Dataset entries:
§

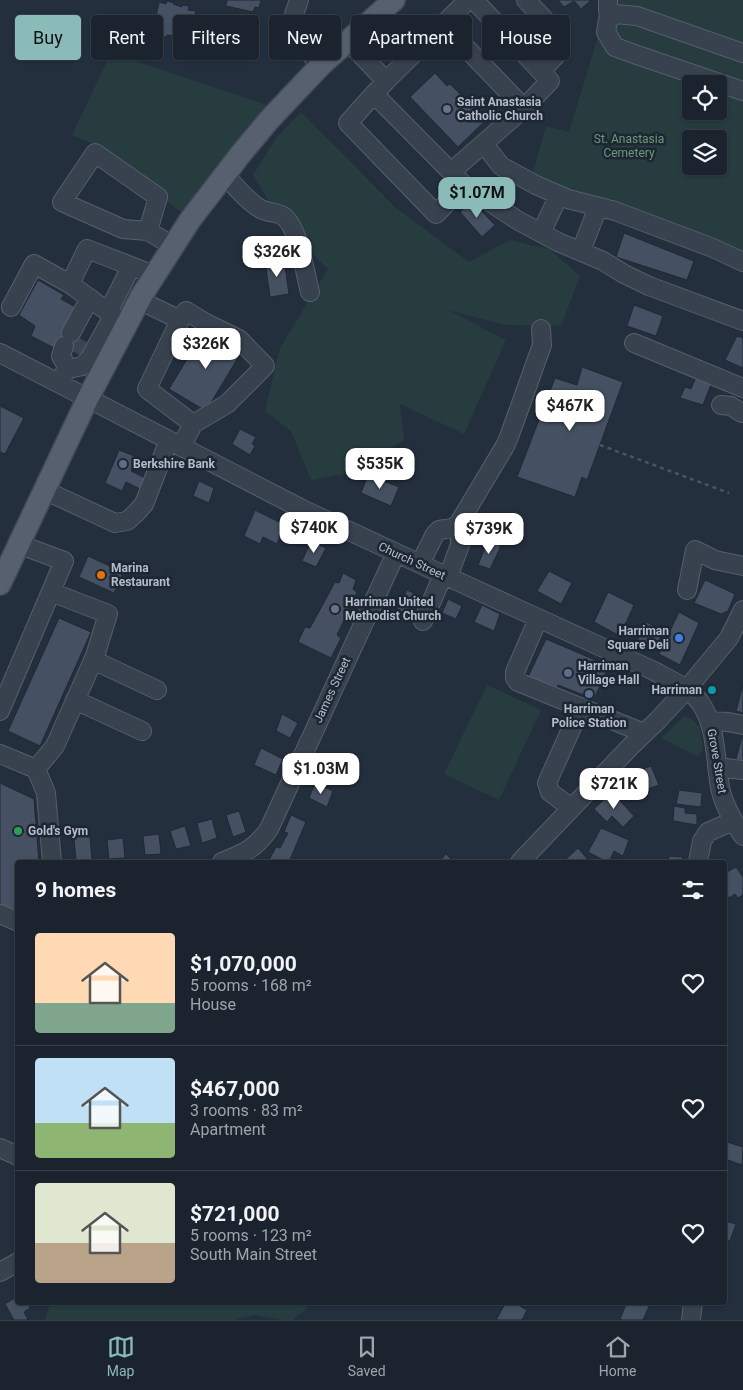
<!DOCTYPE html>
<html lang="en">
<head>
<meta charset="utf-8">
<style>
	:root { --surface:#1b232e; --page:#242b36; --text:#f1f3f6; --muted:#a0a4aa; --line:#39404a; --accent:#8bbbb9 }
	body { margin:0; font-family:Roboto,sans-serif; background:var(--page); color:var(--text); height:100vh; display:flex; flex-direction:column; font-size:19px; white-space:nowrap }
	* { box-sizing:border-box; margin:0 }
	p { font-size:16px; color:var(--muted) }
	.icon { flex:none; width:28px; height:28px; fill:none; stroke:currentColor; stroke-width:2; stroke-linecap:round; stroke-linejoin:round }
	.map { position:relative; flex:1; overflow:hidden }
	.side { position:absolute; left:15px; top:860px; width:712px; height:445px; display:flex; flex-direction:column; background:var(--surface); border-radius:5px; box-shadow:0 1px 4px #0004,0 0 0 1px var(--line) }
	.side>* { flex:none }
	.top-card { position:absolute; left:15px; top:15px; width:714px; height:45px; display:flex; gap:10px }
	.buttons { position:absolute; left:682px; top:75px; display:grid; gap:10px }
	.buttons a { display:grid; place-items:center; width:45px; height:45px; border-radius:5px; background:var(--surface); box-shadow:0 1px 4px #0004,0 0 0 1px var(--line); font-size:25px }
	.price { position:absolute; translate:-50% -42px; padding:0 11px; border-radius:10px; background:#fff; color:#222; font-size:16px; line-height:32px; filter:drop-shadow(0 1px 2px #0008) }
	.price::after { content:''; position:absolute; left:50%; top:30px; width:15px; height:11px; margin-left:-8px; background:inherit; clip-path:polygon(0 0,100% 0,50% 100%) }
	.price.active { background:var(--accent); color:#111 }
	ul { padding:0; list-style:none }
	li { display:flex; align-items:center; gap:15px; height:125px; padding:0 20px }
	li+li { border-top:1px solid var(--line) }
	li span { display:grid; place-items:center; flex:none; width:140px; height:100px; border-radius:5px; color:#555 }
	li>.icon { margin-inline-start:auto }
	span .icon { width:60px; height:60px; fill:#fffc; stroke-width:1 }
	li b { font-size:21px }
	h2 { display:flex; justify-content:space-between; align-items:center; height:60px; padding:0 20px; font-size:21px }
	.pill { padding:0 18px; border-radius:5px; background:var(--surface); box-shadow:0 1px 4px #0004,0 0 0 1px var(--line); font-size:18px; line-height:45px }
	.pill.active { background:var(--accent); color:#111 }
	.dock { display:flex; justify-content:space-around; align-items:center; height:70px; border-top:1px solid var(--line); background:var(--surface); font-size:14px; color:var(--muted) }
	.dock a { display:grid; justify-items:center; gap:2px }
	.dock .active { color:var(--accent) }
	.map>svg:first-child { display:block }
	.green { fill:#263c3f; fill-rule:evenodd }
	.building { fill:#455162; stroke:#1f2835 }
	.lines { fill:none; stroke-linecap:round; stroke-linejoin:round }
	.minor-tunnel { stroke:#3a4453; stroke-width:18; stroke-dasharray:18 9; stroke-linecap:butt }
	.minor-casing { stroke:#565f6c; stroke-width:20 }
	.major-casing { stroke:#414a57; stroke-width:24 }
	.path { stroke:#44595c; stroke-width:2.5; stroke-dasharray:4 4; stroke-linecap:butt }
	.minor { stroke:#38414e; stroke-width:18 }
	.major { stroke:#56606e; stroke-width:21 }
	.worship-dot { fill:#6b7280; stroke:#1d2633; stroke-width:2 }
	.service-dot { fill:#5c6f8a; stroke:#1d2633; stroke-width:2 }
	.food-dot { fill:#e8710a; stroke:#1d2633; stroke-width:2 }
	.shop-dot { fill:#3f7fe0; stroke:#1d2633; stroke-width:2 }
	.culture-dot { fill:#0f9aa8; stroke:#1d2633; stroke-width:2 }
	.leisure-dot { fill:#2e9e5b; stroke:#1d2633; stroke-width:2 }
	.labels { text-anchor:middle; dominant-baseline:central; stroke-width:5; stroke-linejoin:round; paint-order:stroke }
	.poi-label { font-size:12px; font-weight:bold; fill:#b4bcc9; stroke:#1d2633; text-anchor:start }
	.park-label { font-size:12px; fill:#6b9a76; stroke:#1d2633 }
	.street-label { font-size:12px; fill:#b4bcc9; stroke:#1d2633 }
</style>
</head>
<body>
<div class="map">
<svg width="743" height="1320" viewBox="0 0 743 1320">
	<rect width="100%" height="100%" fill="#242f3e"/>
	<path class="green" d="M609,0H743V253L532,176L546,126L569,132ZM691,84H719V111H691ZM691,139H719V166H691Z
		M111,53L273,107L221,161L182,213L93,144L72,135Z
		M301,112L395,207L469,262L510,240L549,249L580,276L561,326L505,325L448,310L506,340L464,434L400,404L404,440L356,472L311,480L291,431L265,411L280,348L328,269L285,228L253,175L277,137Z
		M487,685L541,710L499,800L444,774Z
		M683,717L691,718L700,728L703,749L698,757L661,738Z
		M50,1303V1302L313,1303L293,1320H284L254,1315L235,1320H45Z"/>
	<path class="building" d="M227,0H261L259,8L255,7L253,12L226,6Z
		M558,0H591L581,9L574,1L564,7Z
		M167,1L175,3L173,4L182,7V5L189,6L188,10L196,11L195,15L201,17L202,13L208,15V17L215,19L216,16L223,18V22L229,24L223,51L216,50L215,53L208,51L209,48L201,47L200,49L192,48V43L187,42L188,40L184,39L183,42L174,40V36L167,35V37L160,36V32L153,31L159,2L166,4Z
		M435,73L447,86L450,84L486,120L458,147L410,97Z
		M472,201L495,225L482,237L460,212Z
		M624,233L694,261L687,280L616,257Z
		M284,259L289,294L270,297L265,261Z
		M38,280L64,295L61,299L77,308L56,349L31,336L35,326L19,315Z
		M634,305L663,316L656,336L627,326Z
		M205,329L242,351L206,411L169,389Z
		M737,336L743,338V368L725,360Z
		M582,367L623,382L587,480L582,477L575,497L517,477L555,378L577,385Z
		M696,377L712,382L703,405L680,398L685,387L691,389Z
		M0,406L24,418L5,454L0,452Z
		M240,429L256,437L252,444L255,446L250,455L232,444Z
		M119,450L137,457L131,471L145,478L140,489L126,482L122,491L105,483Z
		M368,475L399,487L391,506L361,493Z
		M199,481L214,488L209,503L193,496Z
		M255,510L285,525L277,544L263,537L260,544L244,536Z
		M488,540L501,546L490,569L478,565Z
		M311,541L326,548L316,567L302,561Z
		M88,556L123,572L114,593L79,577Z
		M549,571L572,583L561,604L537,591Z
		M343,573L356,580L353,589L357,592L337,635L341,638L331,658L298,642L305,627L310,628L335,582L339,583Z
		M705,580L735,594L728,611L721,614L694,603Z
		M407,590L420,596L416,601L419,603L411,618L407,616L403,622L393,617Z
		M608,592L634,605L620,636L594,622Z
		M448,599L462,606L456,619L442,613Z
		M482,605L500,614L494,631L474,622Z
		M679,612L699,623L680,665L659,654Z
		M59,618L91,632L40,746L8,731Z
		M646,622L664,631L654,651L636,643Z
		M546,639L609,666L594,699L558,685L554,692L527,679Z
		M743,684V713L736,711Z
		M282,714L298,723L290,738L276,731Z
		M743,733V761L736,759Z
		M261,748L283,759L276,775L254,765Z
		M651,766L659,785L639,792L632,773Z
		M0,783L34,799L39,862H18V908L13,917L0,911Z
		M315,783L333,791L327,807L309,798Z
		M679,790L702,793L701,807L676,804Z
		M612,792L634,816L623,827L612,816L607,822L594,809Z
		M674,806L685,808V813L697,814V825L673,821Z
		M239,811L246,832L233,837L226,815Z
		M291,815L306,822L289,862H268L276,847L280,848L288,833L284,832Z
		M212,819L217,838L202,843L197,823Z
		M89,826L92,860L76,861L73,828Z
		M185,826L191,846L176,849L170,831Z
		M601,828L629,840L623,856L614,851L609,862H607L588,852Z
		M159,834L161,854L145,855L143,836Z
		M123,838L125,858L109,859L107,840Z
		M578,848L590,862H565L564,861Z
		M446,854L454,862H439Z
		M669,856L683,857L682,862H668Z
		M736,867L743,877V895L738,898L735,894L729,898L725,892V873Z
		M727,1142L743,1147L742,1165L725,1159V1148Z
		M725,1221L736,1224L730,1241L725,1239Z
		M18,1296V1302H27L30,1308L24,1312L28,1320H14L5,1304Z
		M506,1302H513L527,1310L522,1320H496Z
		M627,1302H646L650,1304L643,1320H623L620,1319Z"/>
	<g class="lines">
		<path class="minor-tunnel" d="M74,352L81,339"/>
		<defs>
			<path id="minor" d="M299,0L291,23L294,37L321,65
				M526,0L558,34L560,51L541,71
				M608,0V11L616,14L637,16L743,53
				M616,14L608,20L606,32L615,47L637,55L743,91
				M443,24L524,108
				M348,41L386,81L468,0
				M386,81L374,94L464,185L517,220L558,242L603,261L624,274L649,286L743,321
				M374,94L348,123L436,214L464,185
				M484,144L501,166L536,185L568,199L615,211L713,248L743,262
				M451,172L524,108L550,81L474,0
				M225,175C235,186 248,202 261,209C268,213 277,212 283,216C299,227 305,274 310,292
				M148,231L158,197L95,153L62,202L123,229L148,231L173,246
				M541,233L559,195
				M581,251L598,207
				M139,300L180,320L186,311L206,323L239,339L265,366L227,404L193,424L181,447
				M11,307L34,264L70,284
				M108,312L131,267
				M180,320L147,389L193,424
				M126,325L70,284L87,249L154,275
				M71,333L90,298
				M634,343L743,388
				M64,346L61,356L67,367
				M0,353L302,509L448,577L654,671C668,679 688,687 699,701C717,725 715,759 720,787C723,804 733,821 743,836
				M105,366L90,358L113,316
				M60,383L67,367L73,368L83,366L90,358
				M721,405L731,406L740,412L743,413
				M44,490L115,523L127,521L136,513L144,504L169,440
				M420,564L435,534L439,530C447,528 454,530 459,523L505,446L509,437L542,345L541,329
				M448,577L460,545V534L456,526
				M687,590L695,550L715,560L743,566
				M538,619L515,672V678L518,682L644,733
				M423,621L443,575
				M93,660L157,690
				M75,700L142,731
				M0,711L64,561L18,544
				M710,721L728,722L743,725
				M0,754L36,769L46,793L52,862
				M717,767L743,770
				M36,769L55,746L95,656L108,614L51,592
				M571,808L550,792L547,783L581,707
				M222,862C244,853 255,849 269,829L396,553
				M520,862L631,746L658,720L686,690L729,638L743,610
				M698,862L702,841L708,832L733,821
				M0,914L16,921L18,920
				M0,1148L18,1156
				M0,1272L18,1262
				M691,1320L693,1302"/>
			<path id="major" d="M0,584L88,398L142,295L190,220L240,155L269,120L321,65L394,0"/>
		</defs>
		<use href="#minor" class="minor-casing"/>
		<use href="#major" class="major-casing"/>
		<path class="path" d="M600,445L729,493"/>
		<use href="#minor" class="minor"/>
		<use href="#major" class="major"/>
	</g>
	<g class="worship-dot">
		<circle cx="447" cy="109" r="5"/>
		<circle cx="335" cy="609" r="5"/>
	</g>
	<g class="service-dot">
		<circle cx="123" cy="464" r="5"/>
		<circle cx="568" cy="673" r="5"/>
		<circle cx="589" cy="694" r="5"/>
	</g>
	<circle class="food-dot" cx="101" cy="575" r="5"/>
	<circle class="shop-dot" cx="679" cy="638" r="5"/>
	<circle class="culture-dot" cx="712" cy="690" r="5"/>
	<circle class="leisure-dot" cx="18" cy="831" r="5"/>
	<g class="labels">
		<g class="poi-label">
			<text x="457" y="102">Saint Anastasia<tspan x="457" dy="14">Catholic Church</tspan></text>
			<text x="133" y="464">Berkshire Bank</text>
			<text x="111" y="568">Marina<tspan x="111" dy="14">Restaurant</tspan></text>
			<text x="345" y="602">Harriman United<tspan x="345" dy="14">Methodist Church</tspan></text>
			<text x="669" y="631" text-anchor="end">Harriman<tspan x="669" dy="14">Square Deli</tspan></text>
			<text x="578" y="666">Harriman<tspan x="578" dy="14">Village Hall</tspan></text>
			<text x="702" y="690" text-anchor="end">Harriman</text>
			<text x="589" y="709" text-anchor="middle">Harriman<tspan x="589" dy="14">Police Station</tspan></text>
			<text x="28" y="831">Gold's Gym</text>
		</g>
		<g class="park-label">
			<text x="629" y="139">St. Anastasia<tspan x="629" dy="14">Cemetery</tspan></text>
		</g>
		<g class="street-label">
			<text transform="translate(412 561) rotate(25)">Church Street</text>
			<text transform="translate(332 690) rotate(-65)">James Street</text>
			<text transform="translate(717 761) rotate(80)">Grove Street</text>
		</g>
	</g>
</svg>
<div class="buttons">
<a><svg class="icon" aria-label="locate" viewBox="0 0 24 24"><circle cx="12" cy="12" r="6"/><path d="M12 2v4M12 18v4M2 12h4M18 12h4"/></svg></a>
<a><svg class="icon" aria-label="layers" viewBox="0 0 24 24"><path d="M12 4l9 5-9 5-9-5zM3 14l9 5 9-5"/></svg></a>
</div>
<b class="price active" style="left:477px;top:219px">$1.07M</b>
<b class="price" style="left:277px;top:278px">$326K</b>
<b class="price" style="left:206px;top:370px">$326K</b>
<b class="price" style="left:570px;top:432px">$467K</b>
<b class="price" style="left:380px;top:490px">$535K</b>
<b class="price" style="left:314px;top:554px">$740K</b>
<b class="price" style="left:489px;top:555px">$739K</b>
<b class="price" style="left:321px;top:795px">$1.03M</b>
<b class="price" style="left:614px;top:810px">$721K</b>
<div class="top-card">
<a class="pill active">Buy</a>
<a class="pill">Rent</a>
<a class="pill">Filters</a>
<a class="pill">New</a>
<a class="pill">Apartment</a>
<a class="pill">House</a>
</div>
<section class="side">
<h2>9 homes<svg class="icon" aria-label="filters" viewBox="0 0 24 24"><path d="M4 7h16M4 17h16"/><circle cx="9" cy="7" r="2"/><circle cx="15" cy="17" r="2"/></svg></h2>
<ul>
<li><span style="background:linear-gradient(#ffd9b3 70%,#7fa58c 0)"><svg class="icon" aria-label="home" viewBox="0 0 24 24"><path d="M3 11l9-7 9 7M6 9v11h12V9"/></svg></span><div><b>$1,070,000</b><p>5 rooms · 168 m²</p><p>House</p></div><svg class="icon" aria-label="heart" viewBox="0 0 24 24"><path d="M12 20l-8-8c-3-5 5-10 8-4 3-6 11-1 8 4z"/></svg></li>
<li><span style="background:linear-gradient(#bfe0f5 65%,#8fb573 0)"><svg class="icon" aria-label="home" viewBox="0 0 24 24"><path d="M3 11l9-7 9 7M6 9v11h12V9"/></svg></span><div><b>$467,000</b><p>3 rooms · 83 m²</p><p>Apartment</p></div><svg class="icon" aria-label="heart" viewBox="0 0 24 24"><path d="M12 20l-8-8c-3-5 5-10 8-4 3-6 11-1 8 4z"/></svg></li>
<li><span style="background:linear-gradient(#dfe7d0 60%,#b9a48a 0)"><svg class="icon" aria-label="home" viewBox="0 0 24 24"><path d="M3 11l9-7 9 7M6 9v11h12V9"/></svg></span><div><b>$721,000</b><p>5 rooms · 123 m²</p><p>South Main Street</p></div><svg class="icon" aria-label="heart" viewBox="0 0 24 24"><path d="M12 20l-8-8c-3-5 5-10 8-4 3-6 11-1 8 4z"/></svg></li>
</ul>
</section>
</div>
<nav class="dock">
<a class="active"><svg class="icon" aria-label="map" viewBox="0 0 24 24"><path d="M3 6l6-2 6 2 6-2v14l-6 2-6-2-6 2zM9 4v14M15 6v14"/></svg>Map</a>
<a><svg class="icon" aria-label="saved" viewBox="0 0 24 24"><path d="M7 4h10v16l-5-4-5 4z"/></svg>Saved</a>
<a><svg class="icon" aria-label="home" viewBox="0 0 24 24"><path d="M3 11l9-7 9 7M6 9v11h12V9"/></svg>Home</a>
</nav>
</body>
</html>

§

From the records above, reproduce exactly the lines from the one with "display:grid; place-items:center; width:45px;" to the one with "stroke:#44595c; stroke-width:2.5; stroke-dasharray:4", both included, and no others.

	.buttons a { display:grid; place-items:center; width:45px; height:45px; border-radius:5px; background:var(--surface); box-shadow:0 1px 4px #0004,0 0 0 1px var(--line); font-size:25px }
	.price { position:absolute; translate:-50% -42px; padding:0 11px; border-radius:10px; background:#fff; color:#222; font-size:16px; line-height:32px; filter:drop-shadow(0 1px 2px #0008) }
	.price::after { content:''; position:absolute; left:50%; top:30px; width:15px; height:11px; margin-left:-8px; background:inherit; clip-path:polygon(0 0,100% 0,50% 100%) }
	.price.active { background:var(--accent); color:#111 }
	ul { padding:0; list-style:none }
	li { display:flex; align-items:center; gap:15px; height:125px; padding:0 20px }
	li+li { border-top:1px solid var(--line) }
	li span { display:grid; place-items:center; flex:none; width:140px; height:100px; border-radius:5px; color:#555 }
	li>.icon { margin-inline-start:auto }
	span .icon { width:60px; height:60px; fill:#fffc; stroke-width:1 }
	li b { font-size:21px }
	h2 { display:flex; justify-content:space-between; align-items:center; height:60px; padding:0 20px; font-size:21px }
	.pill { padding:0 18px; border-radius:5px; background:var(--surface); box-shadow:0 1px 4px #0004,0 0 0 1px var(--line); font-size:18px; line-height:45px }
	.pill.active { background:var(--accent); color:#111 }
	.dock { display:flex; justify-content:space-around; align-items:center; height:70px; border-top:1px solid var(--line); background:var(--surface); font-size:14px; color:var(--muted) }
	.dock a { display:grid; justify-items:center; gap:2px }
	.dock .active { color:var(--accent) }
	.map>svg:first-child { display:block }
	.green { fill:#263c3f; fill-rule:evenodd }
	.building { fill:#455162; stroke:#1f2835 }
	.lines { fill:none; stroke-linecap:round; stroke-linejoin:round }
	.minor-tunnel { stroke:#3a4453; stroke-width:18; stroke-dasharray:18 9; stroke-linecap:butt }
	.minor-casing { stroke:#565f6c; stroke-width:20 }
	.major-casing { stroke:#414a57; stroke-width:24 }
	.path { stroke:#44595c; stroke-width:2.5; stroke-dasharray:4 4; stroke-linecap:butt }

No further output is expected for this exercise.